Table reads are a standard practice for most series, in which the cast and creative team gather before production for a cold reading of the week's script. This allows them an opportunity to rework the content and ensure that everyone is on the same page, so to speak. Skipping this step could well contribute to confusion and script-based stress that would heighten existing conflicts. 

Riggs is ready to go

Just as in the original film, Martin Riggs in the Lethal Weapon TV series enters the story while grieving over the loss of his wife. And, just as in Lethal Weapon 2, he eventually discovers that a drug lord is responsible for her death and sets out for vengeance.
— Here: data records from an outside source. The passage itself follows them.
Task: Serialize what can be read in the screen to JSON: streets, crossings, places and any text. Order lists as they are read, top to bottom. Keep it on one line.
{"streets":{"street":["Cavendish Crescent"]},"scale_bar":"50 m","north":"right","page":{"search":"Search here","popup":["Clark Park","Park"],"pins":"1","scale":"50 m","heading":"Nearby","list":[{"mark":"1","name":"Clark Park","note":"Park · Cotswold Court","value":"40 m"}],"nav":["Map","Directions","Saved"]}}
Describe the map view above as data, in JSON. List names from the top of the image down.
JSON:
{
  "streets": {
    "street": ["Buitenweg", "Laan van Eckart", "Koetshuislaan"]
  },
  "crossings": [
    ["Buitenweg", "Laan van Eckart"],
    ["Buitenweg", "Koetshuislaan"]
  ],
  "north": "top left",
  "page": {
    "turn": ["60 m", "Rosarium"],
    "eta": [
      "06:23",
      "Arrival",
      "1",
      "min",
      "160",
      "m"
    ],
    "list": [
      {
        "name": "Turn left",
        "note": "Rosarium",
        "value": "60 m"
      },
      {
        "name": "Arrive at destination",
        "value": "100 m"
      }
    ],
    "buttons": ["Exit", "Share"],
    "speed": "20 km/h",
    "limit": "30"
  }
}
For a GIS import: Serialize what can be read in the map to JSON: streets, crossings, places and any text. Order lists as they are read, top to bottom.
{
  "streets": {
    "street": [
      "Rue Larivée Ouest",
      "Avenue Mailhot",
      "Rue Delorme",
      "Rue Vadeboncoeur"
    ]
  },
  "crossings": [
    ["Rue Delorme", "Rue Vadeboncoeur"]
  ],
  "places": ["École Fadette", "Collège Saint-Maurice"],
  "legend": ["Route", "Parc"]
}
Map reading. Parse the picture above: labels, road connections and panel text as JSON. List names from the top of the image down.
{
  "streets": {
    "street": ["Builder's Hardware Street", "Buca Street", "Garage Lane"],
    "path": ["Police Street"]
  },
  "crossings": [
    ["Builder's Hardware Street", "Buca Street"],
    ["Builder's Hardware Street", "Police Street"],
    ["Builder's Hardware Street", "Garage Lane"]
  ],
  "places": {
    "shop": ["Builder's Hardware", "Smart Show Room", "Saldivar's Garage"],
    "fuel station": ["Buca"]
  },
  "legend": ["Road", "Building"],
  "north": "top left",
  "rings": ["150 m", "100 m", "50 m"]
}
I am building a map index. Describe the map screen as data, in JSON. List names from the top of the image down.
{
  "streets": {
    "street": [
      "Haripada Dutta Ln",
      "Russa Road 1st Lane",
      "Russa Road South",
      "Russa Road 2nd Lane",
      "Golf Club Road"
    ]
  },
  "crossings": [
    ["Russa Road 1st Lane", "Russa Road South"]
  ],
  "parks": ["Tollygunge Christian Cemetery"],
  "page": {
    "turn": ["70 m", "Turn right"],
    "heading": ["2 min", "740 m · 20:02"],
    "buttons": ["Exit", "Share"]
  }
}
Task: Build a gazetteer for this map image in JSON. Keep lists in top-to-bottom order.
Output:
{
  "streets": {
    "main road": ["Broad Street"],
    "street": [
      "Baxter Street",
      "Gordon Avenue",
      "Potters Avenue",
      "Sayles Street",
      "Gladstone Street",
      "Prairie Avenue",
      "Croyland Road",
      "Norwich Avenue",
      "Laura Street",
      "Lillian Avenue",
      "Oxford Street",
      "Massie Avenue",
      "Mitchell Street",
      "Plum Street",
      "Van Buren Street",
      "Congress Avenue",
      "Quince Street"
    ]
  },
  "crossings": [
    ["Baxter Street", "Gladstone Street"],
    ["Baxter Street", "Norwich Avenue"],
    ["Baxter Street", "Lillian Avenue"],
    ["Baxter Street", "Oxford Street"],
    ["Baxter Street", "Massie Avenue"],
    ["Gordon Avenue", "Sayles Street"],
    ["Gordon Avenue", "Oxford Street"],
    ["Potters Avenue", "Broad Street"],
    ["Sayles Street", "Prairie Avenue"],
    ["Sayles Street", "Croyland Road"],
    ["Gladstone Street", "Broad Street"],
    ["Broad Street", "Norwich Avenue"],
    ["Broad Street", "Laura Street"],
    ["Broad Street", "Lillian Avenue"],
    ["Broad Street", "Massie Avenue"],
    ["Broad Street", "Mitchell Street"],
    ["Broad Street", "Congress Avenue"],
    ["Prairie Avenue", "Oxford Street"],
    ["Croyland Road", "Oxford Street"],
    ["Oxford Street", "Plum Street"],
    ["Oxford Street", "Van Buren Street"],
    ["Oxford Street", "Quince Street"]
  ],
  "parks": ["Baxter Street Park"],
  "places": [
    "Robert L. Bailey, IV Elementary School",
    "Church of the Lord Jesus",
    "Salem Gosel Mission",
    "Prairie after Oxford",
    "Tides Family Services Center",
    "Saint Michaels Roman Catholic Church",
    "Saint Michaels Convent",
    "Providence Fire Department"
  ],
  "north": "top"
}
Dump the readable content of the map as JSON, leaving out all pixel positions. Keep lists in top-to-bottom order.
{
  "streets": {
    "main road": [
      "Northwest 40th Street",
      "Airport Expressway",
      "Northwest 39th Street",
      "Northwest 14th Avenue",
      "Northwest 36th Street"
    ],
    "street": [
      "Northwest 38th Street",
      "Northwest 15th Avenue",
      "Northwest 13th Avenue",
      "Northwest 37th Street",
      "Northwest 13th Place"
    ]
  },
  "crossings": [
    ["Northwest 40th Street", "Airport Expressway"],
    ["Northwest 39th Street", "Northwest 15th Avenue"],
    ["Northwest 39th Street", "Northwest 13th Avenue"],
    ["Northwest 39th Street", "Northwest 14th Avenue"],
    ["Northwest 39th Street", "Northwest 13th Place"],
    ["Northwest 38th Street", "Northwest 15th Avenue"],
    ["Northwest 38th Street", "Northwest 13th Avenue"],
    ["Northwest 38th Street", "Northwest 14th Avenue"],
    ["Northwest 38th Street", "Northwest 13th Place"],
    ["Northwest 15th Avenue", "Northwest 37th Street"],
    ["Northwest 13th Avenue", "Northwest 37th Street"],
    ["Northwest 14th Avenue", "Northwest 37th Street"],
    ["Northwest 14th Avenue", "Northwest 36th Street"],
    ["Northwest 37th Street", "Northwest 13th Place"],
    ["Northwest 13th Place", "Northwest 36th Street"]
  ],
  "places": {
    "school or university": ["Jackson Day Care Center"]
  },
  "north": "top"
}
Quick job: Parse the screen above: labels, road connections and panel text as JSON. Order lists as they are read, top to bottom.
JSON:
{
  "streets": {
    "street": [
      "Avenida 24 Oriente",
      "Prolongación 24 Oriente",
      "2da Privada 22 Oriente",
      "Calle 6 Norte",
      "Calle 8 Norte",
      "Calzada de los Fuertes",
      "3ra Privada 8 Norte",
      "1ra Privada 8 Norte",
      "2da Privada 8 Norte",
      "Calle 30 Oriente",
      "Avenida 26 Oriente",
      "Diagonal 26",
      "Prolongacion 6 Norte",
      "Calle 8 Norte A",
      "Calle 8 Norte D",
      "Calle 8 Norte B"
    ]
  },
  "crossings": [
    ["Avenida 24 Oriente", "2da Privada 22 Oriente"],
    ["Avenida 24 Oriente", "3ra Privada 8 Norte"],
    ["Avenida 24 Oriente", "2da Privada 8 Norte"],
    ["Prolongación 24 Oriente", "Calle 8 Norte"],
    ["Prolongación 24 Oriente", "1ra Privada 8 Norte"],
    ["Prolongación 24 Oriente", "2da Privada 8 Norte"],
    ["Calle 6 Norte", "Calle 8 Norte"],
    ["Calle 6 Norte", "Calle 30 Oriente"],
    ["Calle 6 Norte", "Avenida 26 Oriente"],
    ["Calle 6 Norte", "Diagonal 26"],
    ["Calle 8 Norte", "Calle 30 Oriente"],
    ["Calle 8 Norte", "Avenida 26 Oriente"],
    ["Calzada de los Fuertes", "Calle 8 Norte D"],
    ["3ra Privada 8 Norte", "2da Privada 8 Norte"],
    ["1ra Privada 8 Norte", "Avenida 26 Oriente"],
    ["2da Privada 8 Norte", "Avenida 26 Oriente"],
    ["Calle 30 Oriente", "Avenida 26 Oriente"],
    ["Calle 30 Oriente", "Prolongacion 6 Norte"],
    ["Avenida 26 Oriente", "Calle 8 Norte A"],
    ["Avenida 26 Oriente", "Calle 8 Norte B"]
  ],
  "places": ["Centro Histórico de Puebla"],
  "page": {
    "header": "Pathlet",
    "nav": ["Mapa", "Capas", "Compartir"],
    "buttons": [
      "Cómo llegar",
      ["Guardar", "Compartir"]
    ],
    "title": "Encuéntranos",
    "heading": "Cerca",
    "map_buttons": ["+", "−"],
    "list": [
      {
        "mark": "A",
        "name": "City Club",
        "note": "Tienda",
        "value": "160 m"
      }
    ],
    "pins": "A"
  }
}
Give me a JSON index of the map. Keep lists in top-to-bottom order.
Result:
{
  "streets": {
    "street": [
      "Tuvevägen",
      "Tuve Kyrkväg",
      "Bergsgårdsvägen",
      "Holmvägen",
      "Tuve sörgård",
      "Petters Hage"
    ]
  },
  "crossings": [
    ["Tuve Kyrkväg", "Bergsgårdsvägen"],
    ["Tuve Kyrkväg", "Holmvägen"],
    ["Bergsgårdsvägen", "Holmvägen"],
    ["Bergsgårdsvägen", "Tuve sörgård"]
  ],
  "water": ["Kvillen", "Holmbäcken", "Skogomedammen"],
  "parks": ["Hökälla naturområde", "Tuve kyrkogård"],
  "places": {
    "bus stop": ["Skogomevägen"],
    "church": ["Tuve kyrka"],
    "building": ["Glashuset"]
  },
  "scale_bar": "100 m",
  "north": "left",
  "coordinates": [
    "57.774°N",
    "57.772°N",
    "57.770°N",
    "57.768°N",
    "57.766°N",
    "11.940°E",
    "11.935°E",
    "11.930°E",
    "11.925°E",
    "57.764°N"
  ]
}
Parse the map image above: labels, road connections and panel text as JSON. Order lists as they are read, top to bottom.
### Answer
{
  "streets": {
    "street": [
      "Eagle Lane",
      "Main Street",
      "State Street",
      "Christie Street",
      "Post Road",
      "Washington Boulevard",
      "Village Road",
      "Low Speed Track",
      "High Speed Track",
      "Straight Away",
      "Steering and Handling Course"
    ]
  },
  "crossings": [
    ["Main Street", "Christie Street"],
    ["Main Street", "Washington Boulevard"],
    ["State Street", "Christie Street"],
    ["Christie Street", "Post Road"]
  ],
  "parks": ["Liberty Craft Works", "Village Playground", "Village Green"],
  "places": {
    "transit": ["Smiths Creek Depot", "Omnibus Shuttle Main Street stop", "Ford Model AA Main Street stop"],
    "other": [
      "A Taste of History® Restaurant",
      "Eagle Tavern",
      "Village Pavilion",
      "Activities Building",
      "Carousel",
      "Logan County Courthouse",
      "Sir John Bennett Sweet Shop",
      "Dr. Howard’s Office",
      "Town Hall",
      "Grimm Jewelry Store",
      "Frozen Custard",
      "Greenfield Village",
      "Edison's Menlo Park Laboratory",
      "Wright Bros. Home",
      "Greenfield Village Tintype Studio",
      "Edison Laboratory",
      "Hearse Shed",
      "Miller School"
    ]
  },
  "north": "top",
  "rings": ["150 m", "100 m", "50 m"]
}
The second season found him bringing the killer to justice, bringing closure to the character's primary arc, if not all of his neuroses.

"We can't play on the death for four seasons," Crawford explained in an interview with Assignment X. "I think [Riggs] doesn't know what the future holds." Though he went on to explain that the show would be "planting little seeds" as to the character's future, the season finale ended with a cliffhanger that had him shot in the chest by his half-brother Garrett. With Riggs' revenge plot wrapped up and his life hanging in the balance, writing Crawford out of the show likely doesn't present Lethal Weapon's writers with much of a challenge. 

Change is in the air

The early weeks of summer are traditionally when television networks announce their plans to cancel or renew their current slate of programs, but May of 2018 brought the slaughter even faster and more furious than usual. The list of shows not returning to the Fox network in the fall of 2018 (due either to cancellation or to already announced finales) includes six series. Fox had a particular drama on their hands when they announced the cancellation of fan favorite comedy Brooklyn Nine-Nine, spurring an online backlash so loud that NBC swooped in to pick up the show for a sixth season the very next day.

With so many shows falling off of their schedule already, Fox was likely eager to do whatever it took to hang on to Lethal Weapon, which continued to earn decent ratings. Though the network clarified that the decision to replace Crawford was made by Warner Bros., it was one they supported. With his on-set behavior grabbing problematic headlines, it's unsurprising that Warner, Fox, and the crew saw replacing their star as a better option than risking the show's well-being by keeping him around. Keeping Weapon afloat with ever-popular American Pie star Seann William Scott, announced to be stepping in alongside Wayans as an all-new character, looked like a safe (and bankable) bet.

He'll be just fine

Firing a star who has already become known for their temper might seem like a damning prospect. Behind-the-scenes drama hitting the ever-present online entertainment press could potentially damage the reputation of a series and its creators. The perceived betrayal of a cast member might anger fans or endanger their loyalty. But the Lethal Weapon creative team bet on Clayne Crawford's dismissal being the right choice for everyone, and that bet quickly appeared to pay off.

Perhaps mindful of his growing reputation for tension, Crawford put on a pleasant, if slightly snarky, front in the wake of his firing. As news first broke that Fox was searching for a replacement, he took to Twitter to share a playfully shrugging selfie captioned simply, "Hmmmmmm?" He followed this with a separate tweet reading, "Wait, wait, wait......you can't fire me on my day off!"

A more solemn Instagram post followed, in which Crawford expressed sincere thanks to the fans and congratulations to the cast and crew on the show's renewal. Whether or not he keeps up such high spirits behind closed doors remains to be seen, but a fresh start and a clean break are likely welcome regardless. It seems possible that Lethal Weapon's days of drama — at least the kind behind the camera — may well be over.